Dr. Michael Santo, Physical Therapist, Titleist Performance Institute Certified, and owner of Function Physical Therapy.
Clients ask me all the time, “Does cryotherapy really work?”
It’s a bit like asking if a plant will grow if you give it water or if the moon has lunar phases – it’s all in the science. Cryotherapy is the scientific reaction your body has when exposed to sub-zero temperatures. Think of it as the modern day ice bath or similar to applying ice packs all over your body.

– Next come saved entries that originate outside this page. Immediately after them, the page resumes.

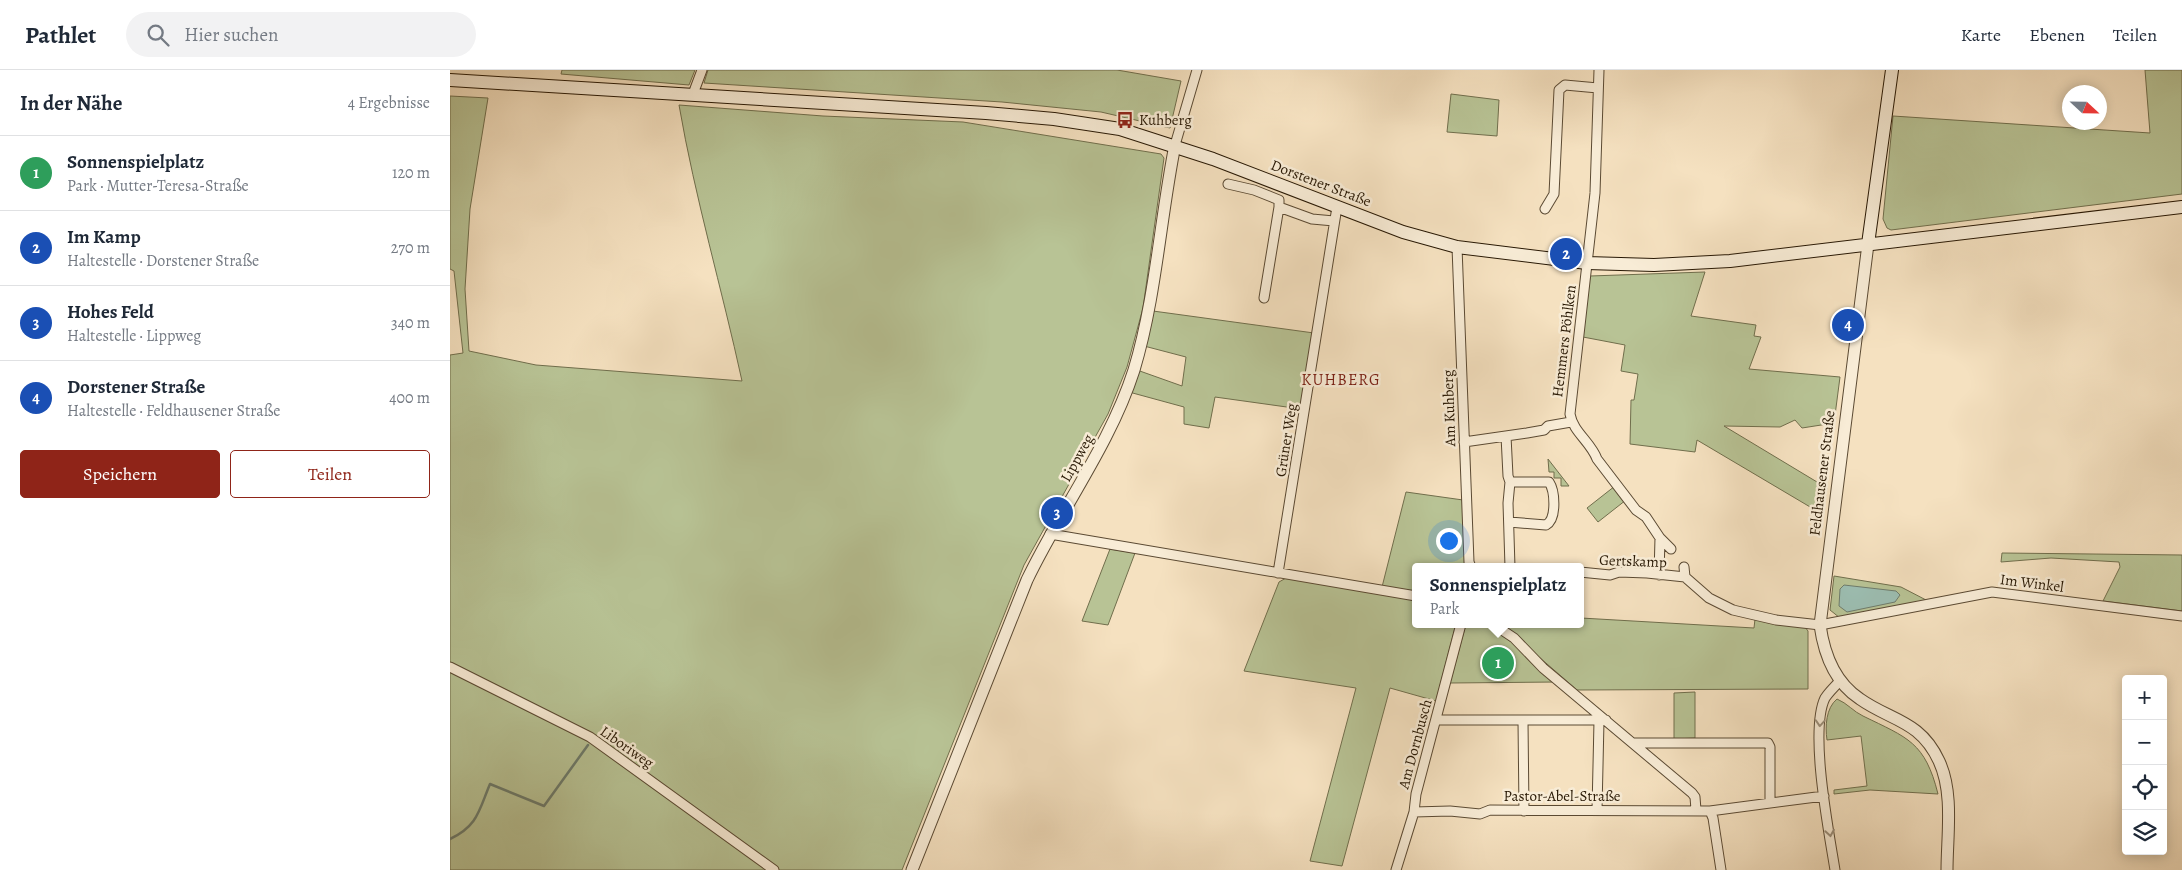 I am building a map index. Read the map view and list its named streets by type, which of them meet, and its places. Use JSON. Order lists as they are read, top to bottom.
{
  "streets": {
    "main road": ["Dorstener Straße", "Feldhausener Straße"],
    "street": [
      "Hemmers Pöhlken",
      "Am Kuhberg",
      "Grüner Weg",
      "Lippweg",
      "Gertskamp",
      "Im Winkel",
      "Am Dornbusch",
      "Liboriweg",
      "Pastor-Abel-Straße"
    ]
  },
  "crossings": [
    ["Dorstener Straße", "Hemmers Pöhlken"],
    ["Dorstener Straße", "Am Kuhberg"],
    ["Dorstener Straße", "Grüner Weg"],
    ["Dorstener Straße", "Lippweg"],
    ["Dorstener Straße", "Feldhausener Straße"],
    ["Feldhausener Straße", "Im Winkel"],
    ["Am Dornbusch", "Pastor-Abel-Straße"]
  ],
  "districts": ["KUHBERG"],
  "places": {
    "bus stop": ["Kuhberg"]
  },
  "north": "right",
  "page": {
    "header": "Pathlet",
    "search": "Hier suchen",
    "nav": ["Karte", "Ebenen", "Teilen"],
    "heading": ["In der Nähe", "4 Ergebnisse"],
    "list": [
      {
        "mark": "1",
        "name": "Sonnenspielplatz",
        "note": "Park · Mutter-Teresa-Straße",
        "value": "120 m"
      },
      {
        "mark": "2",
        "name": "Im Kamp",
        "note": "Haltestelle · Dorstener Straße",
        "value": "270 m"
      },
      {
        "mark": "3",
        "name": "Hohes Feld",
        "note": "Haltestelle · Lippweg",
        "value": "340 m"
      },
      {
        "mark": "4",
        "name": "Dorstener Straße",
        "note": "Haltestelle · Feldhausener Straße",
        "value": "400 m"
      }
    ],
    "pins": [
      "2",
      "4",
      "3",
      "1"
    ],
    "buttons": ["Speichern", "Teilen"],
    "popup": ["Sonnenspielplatz", "Park"],
    "map_buttons": ["+", "−"]
  }
}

Here’s how full-body cryotherapy works:
- You stand in a “chamber” and are surrounded by subzero temps (-100° to -274° F) for up to three minutes.
- Skin surface temperatures will hit about 30°F in less than a minute
- The body goes into survival mode and instead of regulating your skin. temperature, it sends blood to your vital organs causing your blood vessels to narrow.
- As your body warms up, the blood vessels re-open allowing a rush of new enriched blood into your core that’s full of nutrients and oxygen.
Typically, this process doesn’t happen in our bodies without the assist of cold temperatures.The benefit of this new blood to your body and central nerves is a great way to speed up body recovery as it aids to reduce inflammation, relieves muscle soreness and chronic pain. There are many additional benefits to cryotherapy, including but not limited to: cold thermogenesis (burning fat with the cold), improved sleep, enhanced immune system, and increased energy levels. Most of my clients come to me with injuries and in order to maximize performance in the long run and prevent injury, it’s important to work towards proper recovery.
As with most things, different people will have different results and you should consult a doctor before trying it.